Neighborhood Resource Officer Ian Rodriguez doesn’t judge. He cares about the homeless people with whom he comes into contact.

Ian Rodriguez
Officer Ian Rodriguez, Turlock’s sole Neighborhood Resources Officer, is on hand at the Taylor Road and Highway 99 homeless encampment clean up on Friday that was ordered by the Turlock Police Department. Rodriguez postponed the clean up during the heat wave so the individuals weren’t without shelter when the temperature reach 114 degrees (JOE CORTEZ/The Journal).

“I care about them tremendously,” said Rodriguez. “But I have to balance what’s good for the citizens of this community, versus what’s good for the people who are homeless versus what’s enforceable by law versus my own heart.”

As Toby, Nick, Richard and Pamela collected their belongings and assisted in the clean-up project, a bulldozer droned in the background, filling up a garbage truck. During his first Friday clean-up, Rodriguez and his crew collected 12 tons of refuse. Lately, they’ve been averaging about a quarter of that. That’s real progress.

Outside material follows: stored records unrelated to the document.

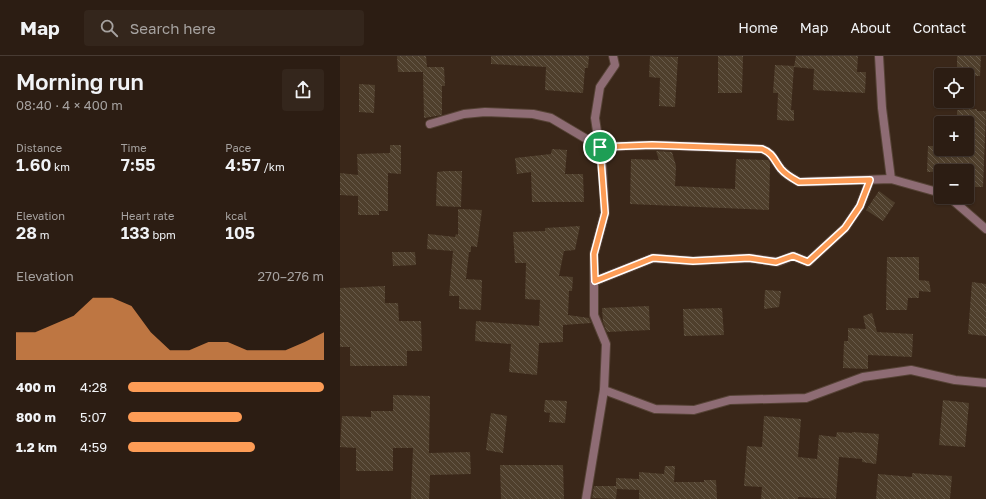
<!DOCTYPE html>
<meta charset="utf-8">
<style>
body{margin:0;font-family:"Golos Text",sans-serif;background:#34261c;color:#f1f3f6;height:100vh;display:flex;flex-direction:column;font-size:15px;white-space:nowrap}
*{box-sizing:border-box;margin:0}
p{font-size:13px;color:#a6a2a0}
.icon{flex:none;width:22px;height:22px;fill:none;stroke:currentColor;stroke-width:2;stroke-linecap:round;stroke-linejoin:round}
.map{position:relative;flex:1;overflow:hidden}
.panel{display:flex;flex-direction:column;background:#2c1d13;width:340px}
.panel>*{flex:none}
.controls{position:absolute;left:594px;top:12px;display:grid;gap:8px}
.controls a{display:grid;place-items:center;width:40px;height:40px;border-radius:4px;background:#2c1d13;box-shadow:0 1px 3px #0004,0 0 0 1px #483b33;font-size:20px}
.pin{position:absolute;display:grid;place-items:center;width:34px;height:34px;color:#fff;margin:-17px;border:2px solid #fff;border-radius:50%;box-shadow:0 1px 4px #0007}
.round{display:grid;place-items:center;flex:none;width:42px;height:42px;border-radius:4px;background:#34261c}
.overview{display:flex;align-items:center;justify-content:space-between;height:68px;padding:0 16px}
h1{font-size:22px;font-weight:600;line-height:30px}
.figures{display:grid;grid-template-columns:repeat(3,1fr);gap:6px;height:68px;padding:4px 16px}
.figures div{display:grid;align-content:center}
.figures b{font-size:17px;font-weight:600}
.figures small{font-size:11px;font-weight:400}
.figures p{font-size:11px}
.chart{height:112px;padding:8px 16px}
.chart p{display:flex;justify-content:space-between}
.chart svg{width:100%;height:72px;margin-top:4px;fill:#fd9c56;opacity:.7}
ul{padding:0 16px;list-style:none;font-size:13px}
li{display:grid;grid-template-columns:64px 48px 1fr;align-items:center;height:30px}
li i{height:10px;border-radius:5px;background:#fd9c56}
header{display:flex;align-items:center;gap:24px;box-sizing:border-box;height:56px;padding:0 20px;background:#2c1d13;border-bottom:1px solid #483b33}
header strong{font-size:19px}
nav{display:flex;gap:22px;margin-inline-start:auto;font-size:14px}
.search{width:280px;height:36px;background:#34261c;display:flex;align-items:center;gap:10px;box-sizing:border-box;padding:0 14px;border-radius:4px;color:#a6a2a0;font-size:15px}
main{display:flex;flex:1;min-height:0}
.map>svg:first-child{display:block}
.building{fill:url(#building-back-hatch)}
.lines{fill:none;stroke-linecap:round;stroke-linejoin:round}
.minor-casing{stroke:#564336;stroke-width:10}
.minor{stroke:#8e6c74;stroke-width:8}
.route-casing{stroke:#fff;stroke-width:8}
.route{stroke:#fd9c56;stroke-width:5}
</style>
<header>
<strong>Map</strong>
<div class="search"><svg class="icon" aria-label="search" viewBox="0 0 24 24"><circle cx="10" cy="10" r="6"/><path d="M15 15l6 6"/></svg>Search here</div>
<nav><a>Home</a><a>Map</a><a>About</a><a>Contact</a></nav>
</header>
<main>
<section class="panel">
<div class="overview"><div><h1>Morning run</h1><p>08:40 · 4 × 400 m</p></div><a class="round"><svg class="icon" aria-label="share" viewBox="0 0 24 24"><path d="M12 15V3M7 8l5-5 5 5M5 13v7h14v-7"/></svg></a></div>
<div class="figures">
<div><p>Distance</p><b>1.60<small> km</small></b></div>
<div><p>Time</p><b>7:55</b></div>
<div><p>Pace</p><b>4:57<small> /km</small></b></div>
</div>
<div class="figures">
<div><p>Elevation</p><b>28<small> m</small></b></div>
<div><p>Heart rate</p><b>133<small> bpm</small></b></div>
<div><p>kcal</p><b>105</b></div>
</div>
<div class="chart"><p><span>Elevation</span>270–276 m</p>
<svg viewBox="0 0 160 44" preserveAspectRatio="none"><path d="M0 44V27L10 27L20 22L30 17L40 6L50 6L60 11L70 27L80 38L90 38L100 33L110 33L120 38L130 38L140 38L150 33L160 27V44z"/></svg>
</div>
<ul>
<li><b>400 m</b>4:28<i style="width:100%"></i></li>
<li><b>800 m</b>5:07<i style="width:58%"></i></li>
<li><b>1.2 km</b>4:59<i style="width:65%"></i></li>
</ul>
</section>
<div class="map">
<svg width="646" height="443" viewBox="0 0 646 443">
<defs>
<pattern id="building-back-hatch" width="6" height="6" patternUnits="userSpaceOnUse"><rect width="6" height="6" fill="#4f3f2c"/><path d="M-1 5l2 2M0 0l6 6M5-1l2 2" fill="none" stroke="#685a4a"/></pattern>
</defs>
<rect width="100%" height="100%" fill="#3a2719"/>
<!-- building -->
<g class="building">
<path d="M57 0H86L87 11H104L105 30H102V59L84 62 83 16H58Z"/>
<path d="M151 0H249L248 12H245L243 37 205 34 206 11 151 8Z"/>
<path d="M310 0 338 1 335 51 319 50 320 22 309 21Z"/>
<path d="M378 0H403L402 37H378Z"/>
<path d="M456 0H518L517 16H526L525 37 473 34 474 13 454 11Z"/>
<path d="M617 0H641L640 20 617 19Z"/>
<path d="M435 9 454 10 451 54H454V65L437 64 438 37H433Z"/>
<path d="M19 28 35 29 34 57 19 56Z"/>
<path d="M637 53V55H646L643 131H627V115L587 116 588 90H601V93H627V67H617V54Z"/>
<path d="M50 89H61V118L48 117V155H39V159H18V140L0 139V117L18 119 17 98 50 97Z"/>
<path d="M212 93 227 94 225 118H243L244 146H192L191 116 177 118 175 102 211 98Z"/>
<path d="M316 95 332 96 336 110 335 130 395 133 396 103 428 104 430 107 429 154 290 148 291 103 319 104Z"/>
<path d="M106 115H122L121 151 96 150 97 116Z"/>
<path d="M539 135 555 147 543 165 526 154Z"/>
<path d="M118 153 142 154 137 191 131 190V196H129L126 223 142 224 141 254 119 253V240H109L113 195 87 193 88 178 115 181 116 178 118 179Z"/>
<path d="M240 170 235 194 224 195 219 220 233 221 232 235H229L228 259 249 262 251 267 223 269V286L199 287 197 319 169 316 171 288 135 285 136 265 199 270 200 244 185 243 186 207H175L173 176 205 175V172Z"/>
<path d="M52 196H75L76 209 53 210Z"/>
<path d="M547 201H579V224L589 225 591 236 579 235V242H568L567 254H546Z"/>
<path d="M632 226 646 228V280L628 278Z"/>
<path d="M45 230V247H58L59 265H81L82 295H67V310H10V291H0V232Z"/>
<path d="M425 234 441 235 439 251 424 253Z"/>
<path d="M309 250 310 274 267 276 263 266 262 252Z"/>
<path d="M382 252 384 279 344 280 343 253Z"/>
<path d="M532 257 537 276 573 278 572 301 528 299V313L503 312 504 285H508V272L526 273 523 260Z"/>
<path d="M53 339 90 340 89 397 130 396 131 418 90 419 89 443H71L73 392H53V415H16V392L0 391 2 360 31 361V355H53Z"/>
<path d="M205 344 227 345 225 367 209 366 210 357 204 356Z"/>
<path d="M603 344 629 347 625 391 599 389Z"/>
<path d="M151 357 167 360 163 397 146 394Z"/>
<path d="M424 360 461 363 458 401 477 403 479 379 496 381 497 376 512 377V376L539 378 536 408 522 406V403L499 401 496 443 458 441V443H421L422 431 404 430 407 390 422 391Z"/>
<path d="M160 409H223L224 443H161Z"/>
<path d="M325 410H335L334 426H364V424H376L377 443H299V434L277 433 276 443 252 442 254 430H276V422L299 423V416L324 418Z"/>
<path d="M572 417 612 420 610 443H536L538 418 572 421Z"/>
</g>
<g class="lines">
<!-- minor casing -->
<g class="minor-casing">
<g id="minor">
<path d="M539 0 542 52 551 123"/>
<path d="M90 68 124 58 145 56 193 58 211 62 260 91 312 89 422 93C433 97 434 104 441 113 446 119 452 122 459 126L551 123 601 137"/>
<path d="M609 141 646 173"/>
<path d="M255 225 313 202 353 205 409 202 437 206 453 200 468 206 505 172 520 150 530 124"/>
<path d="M264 334 315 353 354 354 390 344 466 342 523 321 571 314 615 324 646 327"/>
<path d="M246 443 264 334 266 288 254 259V198L265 157 262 108 255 62 260 31 275 9 273 0"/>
</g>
</g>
<!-- minor -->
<use href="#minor" class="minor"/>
</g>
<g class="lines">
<!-- route casing -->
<g class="route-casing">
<path id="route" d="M312 89 422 93C433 97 434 104 441 113 446 119 452 122 459 126L530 124 520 150 505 172 468 206 453 200 436 206 409 202 353 205 313 202 255 225 254 198 265 157 260 91Z"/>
</g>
<!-- route -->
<use href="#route" class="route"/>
</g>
</svg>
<div class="controls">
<a><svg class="icon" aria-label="locate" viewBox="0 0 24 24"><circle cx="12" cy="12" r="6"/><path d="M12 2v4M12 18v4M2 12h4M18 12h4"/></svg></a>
<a>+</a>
<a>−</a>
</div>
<div class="pin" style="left:260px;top:91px;background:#1e9e55"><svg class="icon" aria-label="arrive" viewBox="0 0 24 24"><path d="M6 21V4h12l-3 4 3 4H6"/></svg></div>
</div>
</main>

But Turlockers don’t see three tons of garbage as progress.

During Thursday night’s town hall meeting on homelessness, held at the Turlock Senior Center — there’s another scheduled for Oct. 4 at the Carnegie Arts Center, 250 N. Broadway — about 50 city residents were on hand to hear from Rodriguez, Police Chief Jason Hedden, CARE program manager Raul Dominguez, city attorney George Petrulakis, city manager Reagan Wilson and Katie Quintero of the city’s planning department.

The nearly three-hour meeting was, at times, contentious. But for the most part, residents were restrained and thoughtful. During his presentation, Hedden displayed a slide on the projection screen that showed 84 percent of Turlockers see homelessness as the most serious issue facing the city. And while they see homelessness as a problem, they do not see the impact Rodriguez is having on a daily basis.

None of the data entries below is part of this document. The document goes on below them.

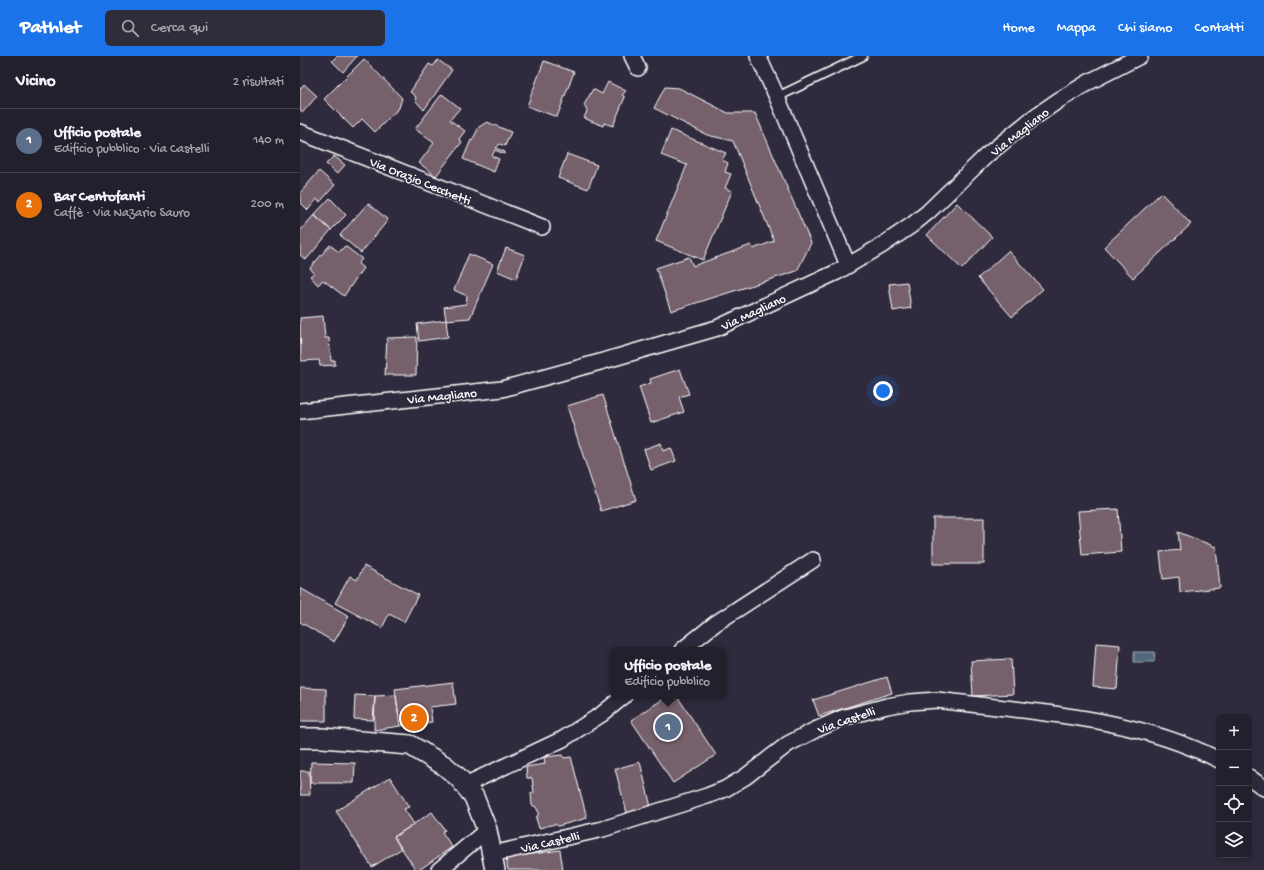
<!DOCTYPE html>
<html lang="it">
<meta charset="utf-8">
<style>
:root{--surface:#23202e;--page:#2f2d3a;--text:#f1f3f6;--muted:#a3a3aa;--line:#403e4a;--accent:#1a73e8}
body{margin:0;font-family:"Gochi Hand",sans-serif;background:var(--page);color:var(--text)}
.controls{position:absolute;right:12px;bottom:12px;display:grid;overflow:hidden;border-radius:6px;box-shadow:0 2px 6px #0003}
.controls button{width:36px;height:36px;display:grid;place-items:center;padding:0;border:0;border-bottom:1px solid var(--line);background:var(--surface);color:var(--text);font:20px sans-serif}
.you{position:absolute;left:583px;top:335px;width:14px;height:14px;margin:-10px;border:3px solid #fff;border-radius:50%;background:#1a73e8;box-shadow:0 0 0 6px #1a73e833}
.badge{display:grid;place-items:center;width:26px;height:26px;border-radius:50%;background:var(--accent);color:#fff;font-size:13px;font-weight:700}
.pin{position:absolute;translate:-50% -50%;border:2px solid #fff;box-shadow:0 1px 4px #0006}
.popup{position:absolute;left:310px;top:591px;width:116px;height:52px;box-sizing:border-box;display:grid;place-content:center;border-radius:6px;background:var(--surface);filter:drop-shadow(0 1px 3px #0005);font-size:13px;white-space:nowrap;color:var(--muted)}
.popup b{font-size:15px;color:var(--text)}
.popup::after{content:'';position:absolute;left:50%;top:100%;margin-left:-8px;border:8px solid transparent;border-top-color:var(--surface)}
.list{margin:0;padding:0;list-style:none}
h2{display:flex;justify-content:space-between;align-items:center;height:52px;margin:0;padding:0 16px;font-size:17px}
h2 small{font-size:13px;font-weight:400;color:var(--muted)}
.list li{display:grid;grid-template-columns:26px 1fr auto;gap:12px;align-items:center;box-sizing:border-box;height:64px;padding:0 16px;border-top:1px solid var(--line)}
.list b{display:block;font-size:15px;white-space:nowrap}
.list p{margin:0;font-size:13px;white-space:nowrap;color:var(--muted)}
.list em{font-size:13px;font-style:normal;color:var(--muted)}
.icon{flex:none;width:22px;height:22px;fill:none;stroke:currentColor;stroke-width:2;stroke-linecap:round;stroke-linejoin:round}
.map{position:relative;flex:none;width:964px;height:814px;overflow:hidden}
header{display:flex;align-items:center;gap:24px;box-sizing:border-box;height:56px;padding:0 20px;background:var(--accent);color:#fff}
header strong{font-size:19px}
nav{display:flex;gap:22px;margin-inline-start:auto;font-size:14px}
.search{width:280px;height:36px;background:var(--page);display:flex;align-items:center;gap:10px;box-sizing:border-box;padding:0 14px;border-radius:6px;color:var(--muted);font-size:15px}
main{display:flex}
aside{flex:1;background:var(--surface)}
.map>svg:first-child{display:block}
.water{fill:#52687d;stroke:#97a4b1}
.building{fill:#75616c;stroke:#fff}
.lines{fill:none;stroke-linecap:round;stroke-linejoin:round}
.service-casing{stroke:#fff;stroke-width:11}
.minor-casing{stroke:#fff;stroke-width:18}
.tertiary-casing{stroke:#fff;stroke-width:22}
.service{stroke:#2f2a3d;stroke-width:8}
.minor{stroke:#2f2a3d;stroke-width:15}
.tertiary{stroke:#2f2a3d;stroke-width:19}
.labels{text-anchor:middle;stroke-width:3;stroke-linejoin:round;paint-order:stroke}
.street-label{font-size:13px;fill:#fff;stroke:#2f2a3d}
</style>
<header>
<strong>Pathlet</strong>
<div class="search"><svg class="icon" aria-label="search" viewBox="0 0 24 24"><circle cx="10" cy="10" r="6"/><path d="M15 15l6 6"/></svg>Cerca qui</div>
<nav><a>Home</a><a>Mappa</a><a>Chi siamo</a><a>Contatti</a></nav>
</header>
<main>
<aside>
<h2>Vicino<small>2 risultati</small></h2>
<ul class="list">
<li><span class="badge" style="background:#5c6f8a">1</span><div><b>Ufficio postale</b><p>Edificio pubblico · Via Castelli</p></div><em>140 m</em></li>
<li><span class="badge" style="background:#e8710a">2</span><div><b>Bar Centofanti</b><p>Caffè · Via Nazario Sauro</p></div><em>200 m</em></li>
</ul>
</aside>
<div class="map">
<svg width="964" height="814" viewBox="0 0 964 814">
<rect width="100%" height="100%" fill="#2f2a3d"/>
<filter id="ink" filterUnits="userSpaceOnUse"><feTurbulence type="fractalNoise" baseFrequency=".025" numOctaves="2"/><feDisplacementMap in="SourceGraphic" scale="8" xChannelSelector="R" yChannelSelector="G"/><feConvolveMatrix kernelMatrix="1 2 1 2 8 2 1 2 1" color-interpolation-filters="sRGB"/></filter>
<g filter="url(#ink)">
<path class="water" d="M834 596H855L854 606H834Z"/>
<path class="building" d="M37 0H57L43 16 32 5Z
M64 3 102 42 99 52 75 76 62 63 53 72 24 43Z
M138 4 152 14 124 54 115 44 116 41 110 36 129 8 133 10Z
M244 5 274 16 257 61 227 50Z
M308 26 326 35 322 39 325 41 313 70 304 67 303 70 284 62 287 55 284 49 293 33 302 38Z
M4 28 17 40 3 56 0 54V33Z
M365 31 379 32 428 57H455L511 187 497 215 371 255 356 212 389 201 393 210 451 189 453 193 474 185 433 85 407 79 354 52Z
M142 38 160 52 150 64 165 75 159 83 162 86 136 120 119 107 134 87 115 73Z
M187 66 211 76 205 90 200 88 196 92 205 96 204 98 195 94 192 100 199 103 194 116 163 103 171 84 172 85 179 71Z
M371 74 426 97 422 104 428 107 425 116 431 118 425 132 432 135 403 204 356 185 387 109 361 99Z
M267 98 297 109 288 133 258 122Z
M34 100 45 109 37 118 26 108Z
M19 115 35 129 20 146 17 143 8 154 0 146V137Z
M861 137 891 168 833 222 804 191Z
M30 142 46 159 31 174 14 159Z
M68 147 88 164 61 197 40 179Z
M657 147 692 181 662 213 627 179Z
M14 159 31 174 6 204 0 199V175Z
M30 189 39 196 45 190 62 203 58 208 63 212 44 240 23 224 18 229 10 220 14 217 10 212Z
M206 192 225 199 216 223 197 215Z
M708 195 743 233 712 261 678 222Z
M169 198 193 208 170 262 146 264 144 251 166 248 167 240 154 234Z
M607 226 611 252 593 255 589 228Z
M23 260 25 282H29L31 305 35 304V309L20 310 19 304 1 305 0 262Z
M146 264 148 281 119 285 117 268Z
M117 281 116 319H85L87 282Z
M380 313 389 338 379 341 384 356 351 367 339 331 351 327 350 323Z
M303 339 336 444 301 455 267 350Z
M361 387 363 395 371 392 376 405 351 414 344 393Z
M818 453 821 496 782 499 778 455Z
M633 462H684V508H633Z
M878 476 916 491 920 532 880 536 879 521 863 523 860 496 880 494Z
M64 510 118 539 104 566 89 558 82 572 35 547 50 520 57 524Z
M0 532 49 560 34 586 0 566Z
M796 587 820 589 817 633 793 631Z
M711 603 713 638 673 640 671 605Z
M587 621 592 637 519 660 513 644Z
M153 626 156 648 130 651 132 666 100 670 95 633Z
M0 632 26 633V665H0Z
M55 639 75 640 73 664 54 663Z
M96 639 100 670 74 674 75 640Z
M368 640H377L416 699 373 727 331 664Z
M262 699 264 702 271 701 287 762 258 770 255 768 239 772 236 762 239 757 236 751 232 749 231 737H234L232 722H227L226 711 245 708 244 701Z
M11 706 55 707 54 727H10Z
M340 706 351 751 327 757 315 713Z
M0 715H9L10 739H0Z
M90 721 109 751 104 753 114 768 94 781 101 793 72 811 36 755Z
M132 756 145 774 142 776 152 791 119 814H116L94 781Z
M260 794 263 814H208L206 802Z"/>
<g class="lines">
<g class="service-casing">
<path id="service" d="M477 41 563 0"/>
</g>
<g class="minor-casing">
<path id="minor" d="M332 0 338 12
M458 0 477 41 548 209
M0 76 242 171
M0 355 202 333 300 306 417 272 537 216 581 190 612 169 628 156 687 99 733 62 759 44 789 26 840 0
M382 594 416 567 513 504
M949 721 964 732
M165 729 263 683 302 658 324 640
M192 798 303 773 407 740 425 733 445 721 488 688 515 674 542 662 587 650 610 646 637 644 653 646C744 657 836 662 919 704
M139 814 187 774"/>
</g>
<g class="tertiary-casing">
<path id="tertiary" d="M0 682H22L110 689 145 710 159 722 174 741 187 774 195 814"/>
</g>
<use href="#service" class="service"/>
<use href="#minor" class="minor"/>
<use href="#tertiary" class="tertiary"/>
</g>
</g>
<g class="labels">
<g class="street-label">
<text transform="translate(719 75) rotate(-38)" y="5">Via Magliano</text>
<text transform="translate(121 124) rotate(22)" y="5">Via Orazio Cecchetti</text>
<text transform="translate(453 255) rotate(-25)" y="5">Via Magliano</text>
<text transform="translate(142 339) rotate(-6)" y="5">Via Magliano</text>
<text transform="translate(546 663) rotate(-19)" y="5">Via Castelli</text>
<text transform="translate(250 785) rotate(-13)" y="5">Via Castelli</text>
</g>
</g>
</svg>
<div class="controls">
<button>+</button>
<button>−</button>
<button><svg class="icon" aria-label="locate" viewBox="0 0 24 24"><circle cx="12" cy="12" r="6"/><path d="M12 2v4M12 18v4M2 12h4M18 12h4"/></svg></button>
<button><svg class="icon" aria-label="layers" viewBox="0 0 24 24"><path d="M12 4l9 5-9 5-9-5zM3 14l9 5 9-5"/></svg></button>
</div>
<div class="you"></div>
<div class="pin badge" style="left:368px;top:671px;background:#5c6f8a">1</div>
<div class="popup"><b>Ufficio postale</b>Edificio pubblico</div>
<div class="pin badge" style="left:114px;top:662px;background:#e8710a">2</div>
</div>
</main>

“I’ve been doing this job long enough that I’m confident in using my own discretion,” said Rodriguez, the department’s lone NRO. “There’s the letter of the law and then there’s the spirit of the law. And we have to consider the spirt.”

Rodriguez had issued enough warnings and tagged enough vehicles at the Taylor Road encampment that he would’ve been wholly justified in having it bulldozed, impounding all the property, and sending the homeless on their way.

“But it was 114 degrees,” said Rodriguez. “What am I supposed to do, send them out into that heat? That’s dangerous.”

On Wednesday, in Denair Park on Main Street at Lyons Avenue, Gregory and Mary Jo were seated next to a deconstructed tent, which covered their belongings, including a small Jack Russell terrier named Excalibur. The dog seemed to enjoy trying to find his way out from underneath the tent.

They’d just been visited by Rodriguez, who put an orange tag on their car, which means they have to move the vehicle from its current location.

Gregory is trained as a chef, and has also done landscaping work, but suffers from seizures. Mary Jo has three sons in Washington, but doesn’t want to live there. Even if she did, she doesn’t have the means to travel that far.

Gregory has been homeless for the last two and half years; Mary Jo for six.

“People throw things at us,” said Mary Jo. “Water bottles, lemons, firecrackers … just to be jerks.”

Mary Jo wants others to know one thing: It could happen to them, too.

“I want people not to judge us, because a lot of people are one paycheck away from being homeless,” said Mary Jo. “And when they’re out here, they’ll find out what it’s like.”